3. Start your practice cuts about 1-in. from the cylinder’s right end. Cut with the tool’s lower half, or short point, leading the cut. Rest the skew on one of its rounded corners—not flat on the tool rest. Rub the bevel on the cylinder, then gently lift the handle until the edge cuts into the wood without losing contact with the bevel. Slowly advance the tool to the left.


4. Practice planing in the opposite direction. Reverse your hands or shift your body around. Experiment with your front hand either below or on top of the tool.

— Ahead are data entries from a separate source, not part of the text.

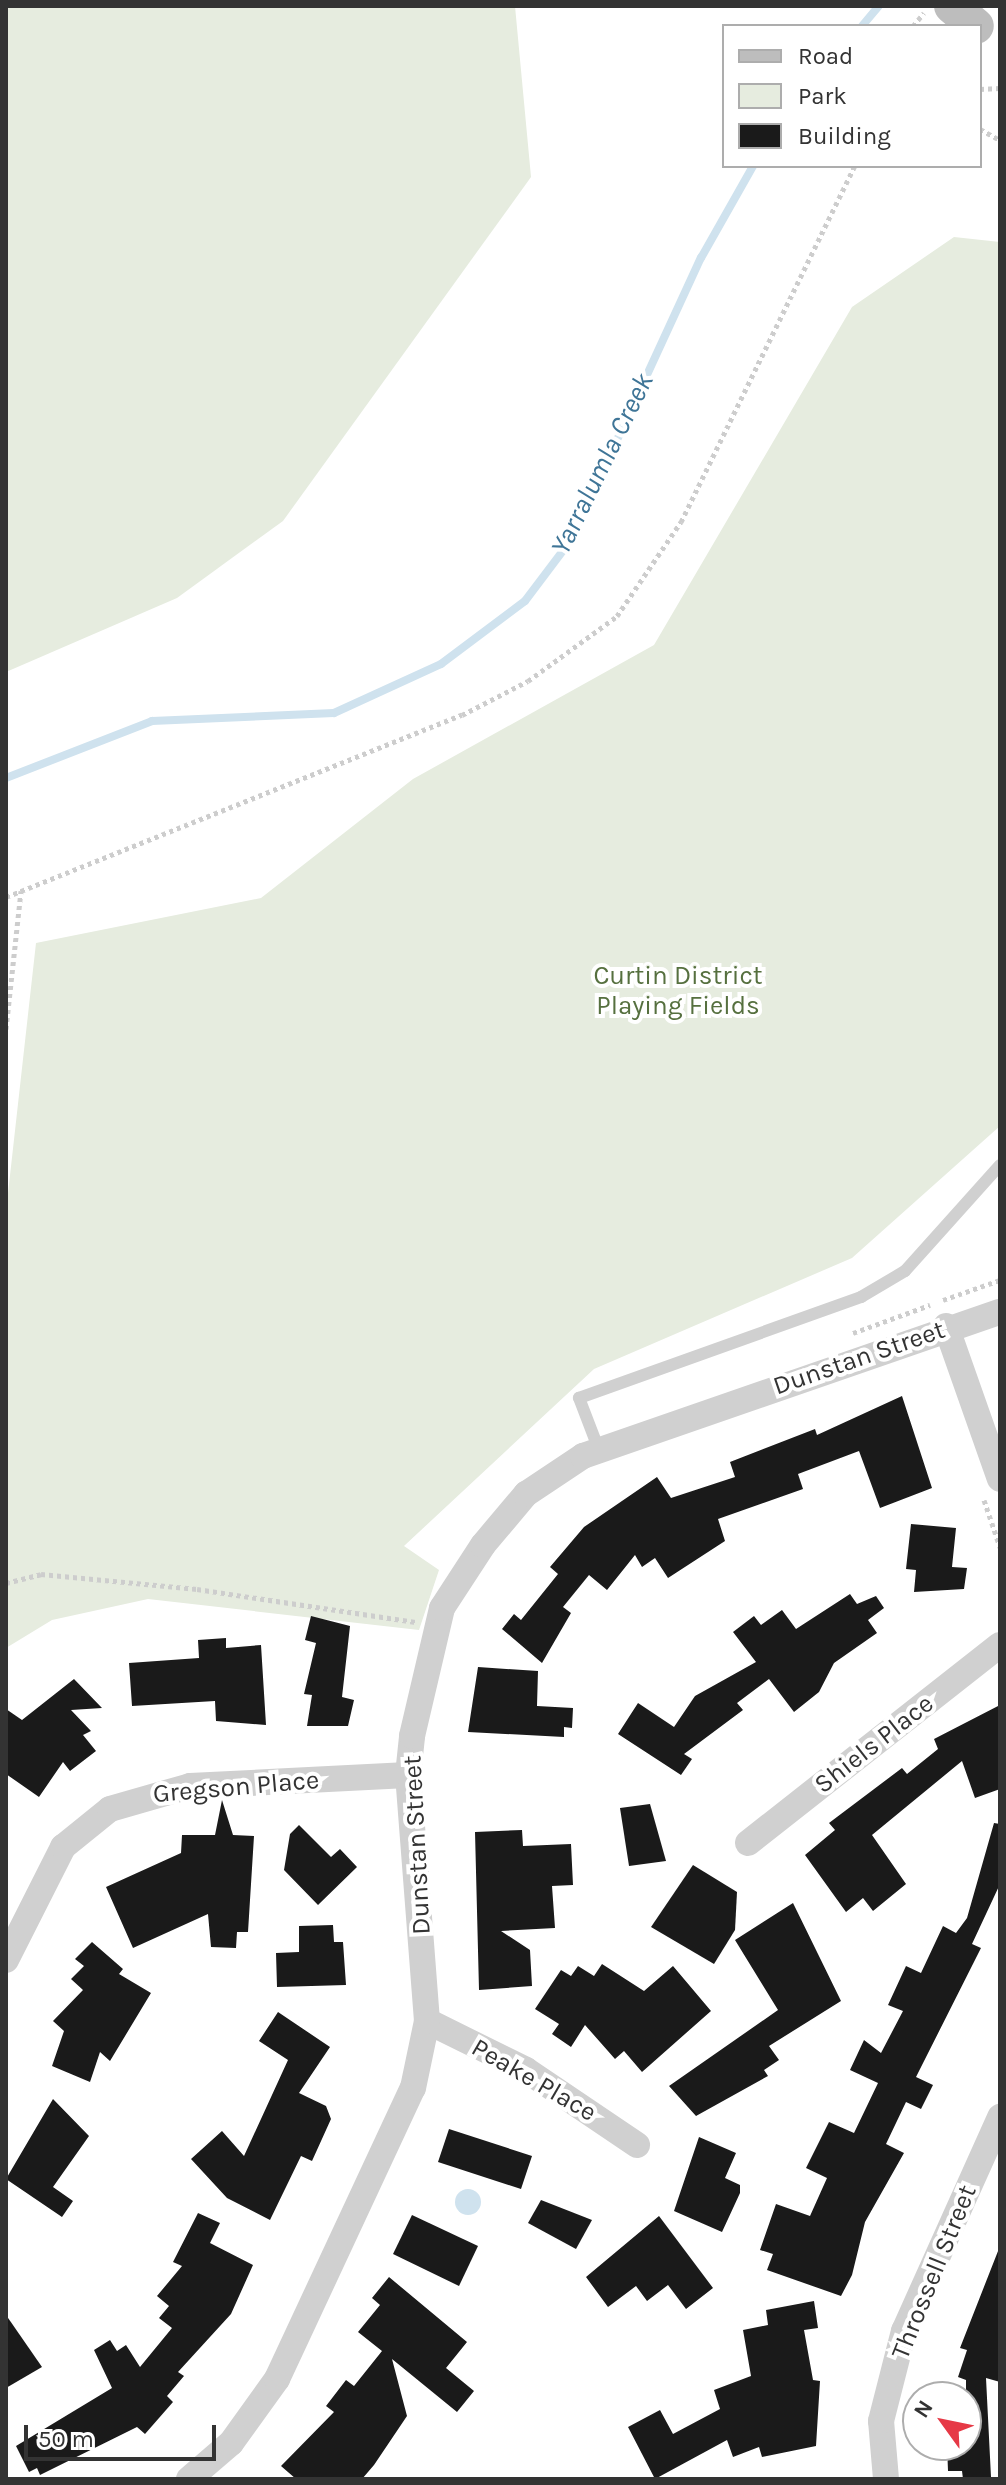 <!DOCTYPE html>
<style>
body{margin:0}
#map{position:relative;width:1006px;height:2485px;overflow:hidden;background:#fff;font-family:Karla,sans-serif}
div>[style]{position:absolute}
.green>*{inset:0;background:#e6ecdf}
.water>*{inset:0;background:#cfe2ee}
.round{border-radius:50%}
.stream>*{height:8px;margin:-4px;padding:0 4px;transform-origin:4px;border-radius:4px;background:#cfe2ee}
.building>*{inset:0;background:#1a1a1a}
.path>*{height:5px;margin-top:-2.5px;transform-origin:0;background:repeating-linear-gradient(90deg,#cdcdcd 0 4px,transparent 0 8px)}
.service>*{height:12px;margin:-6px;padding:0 6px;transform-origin:6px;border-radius:6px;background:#d0d0d0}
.minor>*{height:26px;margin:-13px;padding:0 13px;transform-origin:13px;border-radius:13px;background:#d0d0d0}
.secondary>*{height:36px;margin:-18px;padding:0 18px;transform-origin:18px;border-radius:18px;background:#bdbdbd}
span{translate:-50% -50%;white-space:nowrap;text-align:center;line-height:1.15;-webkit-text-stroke:8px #fff;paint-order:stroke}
.park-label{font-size:26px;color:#56703f}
.street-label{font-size:26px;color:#333}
.water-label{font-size:28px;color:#3f7597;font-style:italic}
.frame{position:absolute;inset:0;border:8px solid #333;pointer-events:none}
.legend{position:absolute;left:722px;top:24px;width:260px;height:144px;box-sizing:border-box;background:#fff;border:2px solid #adadad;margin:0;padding:10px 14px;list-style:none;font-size:24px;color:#333}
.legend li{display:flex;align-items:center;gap:16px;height:40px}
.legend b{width:40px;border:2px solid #adadad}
.north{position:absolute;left:902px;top:2381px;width:80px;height:80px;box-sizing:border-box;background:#fff;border:2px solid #adadad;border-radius:50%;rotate:303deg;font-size:22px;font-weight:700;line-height:32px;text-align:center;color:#333}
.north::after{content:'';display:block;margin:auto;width:28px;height:36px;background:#e63946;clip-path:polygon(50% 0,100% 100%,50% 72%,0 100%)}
.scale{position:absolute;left:24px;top:2425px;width:192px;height:36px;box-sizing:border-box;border:4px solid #333;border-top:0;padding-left:10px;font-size:24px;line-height:28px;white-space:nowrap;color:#333;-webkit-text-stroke:6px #fff;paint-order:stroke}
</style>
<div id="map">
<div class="green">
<i style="clip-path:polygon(6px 6px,515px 6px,531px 177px,283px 521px,177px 598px,6px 672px)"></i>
<i style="clip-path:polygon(954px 237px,1000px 242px,1000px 1126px,852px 1258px,594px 1369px,404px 1546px,439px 1570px,419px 1630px,148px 1599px,52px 1620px,6px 1648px,6px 1211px,36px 943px,261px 898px,413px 779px,654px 645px,852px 307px)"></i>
</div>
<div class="water">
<i class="round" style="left:455px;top:2189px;width:26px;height:26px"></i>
</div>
<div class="stream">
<i style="left:862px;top:26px;width:26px;rotate:-50deg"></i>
<i style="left:6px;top:778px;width:157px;rotate:-21.3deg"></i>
<i style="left:152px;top:721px;width:182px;rotate:-2.5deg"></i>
<i style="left:334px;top:713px;width:118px;rotate:-24.6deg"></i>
<i style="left:441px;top:664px;width:105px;rotate:-36.9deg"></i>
<i style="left:525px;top:601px;width:76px;rotate:-53deg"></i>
<i style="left:571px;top:540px;width:311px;rotate:-65.3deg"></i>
<i style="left:701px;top:258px;width:106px;rotate:-60.5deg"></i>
</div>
<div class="building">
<i style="clip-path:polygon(902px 1396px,932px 1488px,880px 1508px,859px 1451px,798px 1474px,803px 1489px,718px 1519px,725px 1541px,668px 1578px,655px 1558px,642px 1567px,635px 1555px,607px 1590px,589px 1575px,563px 1607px,571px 1613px,542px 1663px,502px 1629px,514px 1614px,521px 1620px,558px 1574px,550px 1567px,584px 1527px,657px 1477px,671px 1498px,735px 1477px,730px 1462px,815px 1429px,817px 1435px)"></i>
<i style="clip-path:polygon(911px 1524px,956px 1528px,952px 1567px,967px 1568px,964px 1589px,914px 1592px,916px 1570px,906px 1569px)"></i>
<i style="clip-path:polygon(850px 1594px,857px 1604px,876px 1596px,884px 1608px,868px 1620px,877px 1633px,834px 1663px,819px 1692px,794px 1712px,769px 1679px,737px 1703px,743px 1710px,684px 1754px,692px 1759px,681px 1775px,618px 1734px,638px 1703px,674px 1727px,695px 1696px,756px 1662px,733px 1632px,754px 1616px,761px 1625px,782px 1610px,796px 1629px)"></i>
<i style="clip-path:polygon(311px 1616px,350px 1626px,342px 1697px,354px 1700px,348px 1726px,307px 1726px,312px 1695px,304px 1694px,316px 1643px,305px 1640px)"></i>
<i style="clip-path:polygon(226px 1638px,226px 1648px,261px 1645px,266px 1725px,216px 1721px,215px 1701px,132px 1706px,129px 1663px,199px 1658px,198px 1640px)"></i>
<i style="clip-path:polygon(478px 1667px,538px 1671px,537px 1706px,573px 1708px,572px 1728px,564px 1727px,564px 1737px,468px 1732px)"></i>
<i style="clip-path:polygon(74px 1679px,102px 1708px,71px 1710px,91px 1731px,83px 1735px,96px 1751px,70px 1771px,63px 1762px,39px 1797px,6px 1774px,6px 1709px,22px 1720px)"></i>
<i style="clip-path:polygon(1000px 1705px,1000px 1789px,975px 1798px,962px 1761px,872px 1835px,906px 1884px,873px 1911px,863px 1898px,846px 1912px,805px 1855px,835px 1830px,829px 1823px,902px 1768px,907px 1774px,938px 1749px,934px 1739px)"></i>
<i style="clip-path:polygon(222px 1800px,233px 1835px,254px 1836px,248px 1932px,237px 1932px,236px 1948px,211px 1947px,208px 1914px,133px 1948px,106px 1887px,181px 1853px,182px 1835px,215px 1835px)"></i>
<i style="clip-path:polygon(650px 1804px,666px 1861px,629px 1866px,620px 1808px)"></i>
<i style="clip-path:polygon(994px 1823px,1000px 1824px,1000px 1884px,972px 1944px,981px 1948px,916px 2077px,933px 2085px,921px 2109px,906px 2102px,886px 2144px,904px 2153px,865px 2222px,852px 2275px,841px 2296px,767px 2270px,773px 2254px,760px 2250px,776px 2204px,810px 2216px,827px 2178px,806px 2168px,829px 2122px,854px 2133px,878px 2083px,850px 2070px,864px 2040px,881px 2053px,903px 2011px,888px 2005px,906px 1966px,921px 1973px,943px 1926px,956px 1933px,967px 1918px)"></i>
<i style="clip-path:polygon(299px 1825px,331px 1857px,340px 1849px,357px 1867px,318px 1905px,284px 1870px,290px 1834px)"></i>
<i style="clip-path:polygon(522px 1830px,523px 1846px,571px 1844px,573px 1885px,552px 1886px,555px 1928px,501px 1931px,530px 1950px,532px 1986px,479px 1990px,475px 1832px)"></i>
<i style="clip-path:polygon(693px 1865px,737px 1892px,735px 1930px,714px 1964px,651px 1927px)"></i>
<i style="clip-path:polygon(793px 1903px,841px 2001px,769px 2046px,779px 2060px,764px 2070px,768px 2076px,696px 2116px,669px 2086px,778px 2010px,735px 1940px)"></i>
<i style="clip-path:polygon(333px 1925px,334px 1942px,343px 1942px,346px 1985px,277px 1987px,276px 1953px,299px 1952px,299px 1926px)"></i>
<i style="clip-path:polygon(92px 1942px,123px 1969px,119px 1974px,151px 1993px,110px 2061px,100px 2052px,90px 2082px,52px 2066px,64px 2031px,53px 2021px,83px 1990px,71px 1979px,84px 1966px,75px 1959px)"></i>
<i style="clip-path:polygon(602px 1964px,644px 1991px,673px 1966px,711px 2011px,642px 2072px,624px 2051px,615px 2059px,585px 2025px,571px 2047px,552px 2034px,559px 2024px,535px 2009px,561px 1970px,571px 1976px,578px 1966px,594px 1976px)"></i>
<i style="clip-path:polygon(278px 2012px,330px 2047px,299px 2093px,326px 2106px,331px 2119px,312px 2161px,301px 2156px,270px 2220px,227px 2198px,191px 2159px,222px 2131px,244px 2156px,288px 2060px,259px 2041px)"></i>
<i style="clip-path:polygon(53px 2099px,89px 2136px,53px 2187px,73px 2201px,62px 2217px,6px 2179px)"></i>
<i style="clip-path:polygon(449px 2129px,532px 2156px,521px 2189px,438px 2162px)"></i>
<i style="clip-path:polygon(699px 2137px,736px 2153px,725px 2178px,740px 2185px,740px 2193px,722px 2232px,674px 2211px)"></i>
<i style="clip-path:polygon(541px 2200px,592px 2220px,576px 2249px,528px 2223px)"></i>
<i style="clip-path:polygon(198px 2213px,220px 2223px,210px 2243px,253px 2265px,231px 2314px,178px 2372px,184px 2376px,167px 2396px,173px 2402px,145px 2434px,137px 2427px,40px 2475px,37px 2468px,29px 2472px,16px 2446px,112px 2388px,94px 2350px,110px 2340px,117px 2351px,126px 2345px,140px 2367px,172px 2328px,159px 2318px,169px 2306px,157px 2296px,182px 2266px,173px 2262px)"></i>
<i style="clip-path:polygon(412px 2215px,478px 2246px,459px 2286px,393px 2254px)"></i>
<i style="clip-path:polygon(659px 2216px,713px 2288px,686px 2309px,668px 2285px,647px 2301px,636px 2286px,608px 2307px,586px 2277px)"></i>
<i style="clip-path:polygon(1000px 2246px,1000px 2382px,986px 2378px,991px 2477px,963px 2479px,962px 2471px,948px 2471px,947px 2445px,966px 2445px,966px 2380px,958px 2377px,967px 2350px,960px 2348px)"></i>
<i style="clip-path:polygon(389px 2277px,467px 2342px,446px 2368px,474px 2391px,457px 2412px,392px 2359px,407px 2416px,374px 2465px,362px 2479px,296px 2479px,281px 2466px,334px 2412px,326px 2406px,346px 2380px,354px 2386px,382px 2351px,358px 2332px,380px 2305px,372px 2298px)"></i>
<i style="clip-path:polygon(814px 2301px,818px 2328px,804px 2330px,813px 2380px,820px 2381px,816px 2446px,762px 2457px,759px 2447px,733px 2457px,727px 2440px,655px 2479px,628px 2427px,660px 2410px,673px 2434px,720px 2409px,714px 2390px,751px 2376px,743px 2330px,768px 2325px,766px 2310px)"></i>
<i style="clip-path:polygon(6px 2315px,42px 2367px,6px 2388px)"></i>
</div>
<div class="path">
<i style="left:913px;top:26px;width:17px;rotate:-50deg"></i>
<i style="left:980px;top:89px;width:20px;rotate:-3deg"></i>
<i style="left:980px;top:129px;width:23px;rotate:29deg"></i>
<i style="left:6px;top:897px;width:491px;rotate:-21.8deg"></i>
<i style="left:462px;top:715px;width:74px;rotate:-27.3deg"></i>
<i style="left:528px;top:681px;width:110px;rotate:-36.1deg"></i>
<i style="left:617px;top:616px;width:114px;rotate:-55.8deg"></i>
<i style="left:681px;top:522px;width:396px;rotate:-64deg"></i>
<i style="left:6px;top:1029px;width:139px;rotate:-83.8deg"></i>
<i style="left:943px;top:1300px;width:60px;rotate:-19.3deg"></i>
<i style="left:853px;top:1333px;width:82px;rotate:-20deg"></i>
<i style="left:984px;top:1500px;width:50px;rotate:71.2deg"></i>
<i style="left:6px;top:1583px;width:36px;rotate:-14deg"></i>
<i style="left:41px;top:1574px;width:157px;rotate:5.5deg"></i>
<i style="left:197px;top:1589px;width:221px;rotate:8.6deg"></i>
</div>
<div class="service">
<i style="left:599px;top:1450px;width:56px;rotate:-111deg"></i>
<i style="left:579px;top:1398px;width:300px;rotate:-19.7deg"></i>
<i style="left:861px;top:1297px;width:51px;rotate:-30.6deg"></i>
<i style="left:905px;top:1271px;width:142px;rotate:-48.1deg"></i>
</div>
<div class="minor">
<i style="left:946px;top:1326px;width:162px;rotate:70.6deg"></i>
<i style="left:748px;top:1843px;width:320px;rotate:-38.2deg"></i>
<i style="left:6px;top:1960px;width:127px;rotate:-63.2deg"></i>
<i style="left:63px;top:1847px;width:60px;rotate:-39deg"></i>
<i style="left:110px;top:1809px;width:83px;rotate:-16deg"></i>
<i style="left:190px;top:1786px;width:218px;rotate:-2.9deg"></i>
<i style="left:427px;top:2021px;width:110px;rotate:26.3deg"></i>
<i style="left:526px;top:2070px;width:134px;rotate:34deg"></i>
<i style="left:189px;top:2479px;width:55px;rotate:-40.6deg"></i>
<i style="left:231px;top:2443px;width:79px;rotate:-54.3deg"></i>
<i style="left:277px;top:2379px;width:321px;rotate:-65deg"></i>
<i style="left:413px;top:2088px;width:68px;rotate:-78.2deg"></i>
<i style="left:427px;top:2021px;width:247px;rotate:-94.4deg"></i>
<i style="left:408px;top:1775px;width:39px;rotate:-84deg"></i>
<i style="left:412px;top:1736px;width:131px;rotate:-76.8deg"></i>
<i style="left:442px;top:1608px;width:75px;rotate:-56.9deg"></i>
<i style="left:483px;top:1545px;width:67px;rotate:-49.9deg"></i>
<i style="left:526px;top:1494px;width:69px;rotate:-33.7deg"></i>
<i style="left:583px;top:1456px;width:441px;rotate:-19.1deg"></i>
<i style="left:886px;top:2479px;width:58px;rotate:-94.9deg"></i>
<i style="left:881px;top:2421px;width:93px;rotate:-75.7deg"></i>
<i style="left:904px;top:2331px;width:235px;rotate:-65.8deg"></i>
</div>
<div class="secondary">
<i style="left:952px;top:6px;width:31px;rotate:40deg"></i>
</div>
<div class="park-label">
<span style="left:678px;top:991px">Curtin District<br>Playing Fields</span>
</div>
<div class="street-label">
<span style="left:859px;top:1358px;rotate:-19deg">Dunstan Street</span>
<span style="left:874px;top:1744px;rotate:-38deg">Shiels Place</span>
<span style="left:236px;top:1787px;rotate:-5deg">Gregson Place</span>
<span style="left:417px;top:1845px;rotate:-93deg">Dunstan Street</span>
<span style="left:534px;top:2080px;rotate:30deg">Peake Place</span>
<span style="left:934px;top:2272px;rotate:-68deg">Throssell Street</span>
</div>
<div class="water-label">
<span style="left:602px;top:464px;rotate:-64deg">Yarralumla Creek</span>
</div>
<div class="frame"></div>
<ul class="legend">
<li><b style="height:10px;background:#bdbdbd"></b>Road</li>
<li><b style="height:22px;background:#e6ecdf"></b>Park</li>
<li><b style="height:22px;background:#1a1a1a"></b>Building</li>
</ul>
<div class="north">N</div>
<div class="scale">50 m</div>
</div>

Typical problems and how to avoid them

Avoid dig-ins

5. A dig-in can be dramatic, especially when using a spur drive on dry hardwood. You’ll get a dig-in if the unsupported trailing edge or long point of the tool catches and is pulled down into the wood.


6. Avoid dig-ins by using the lower 2/3 of your tool, starting just above the short point. Stay away from the red zone indicated above.


7. The short point can safely enter the cut because it is supporteed by the tool rest. It’s sometimes used to cut up to a detail although it tends to fray the fibers a bit.


Eliminate run-back

8. Run-backs are caused by a loss of bevel support below the cutting edge. The solution is to feel the bevel contact the wood before the cut is made. Then, maintain that feel throughout the cut.


Minimize chipping

9. Chips are a serious flaw that requires major sanding to fix. To avoid chipping, steepen the cutting angle for more of a shearing cut and slow the feed rate. Also, be sure to use a sharp tool.


Reduce ribbing

10. Ribbing is a series of ridges caused by vibrating stock . To dampen vibration, support the stock with your hand. Set the tool rest close to the work and use your thumb to press down on the tool.


11. If you are uncomfortable with backing the wood with your hand, try to keep firm downward pressure on the tool. This helps to eliminate ribbing from a bouncing tool.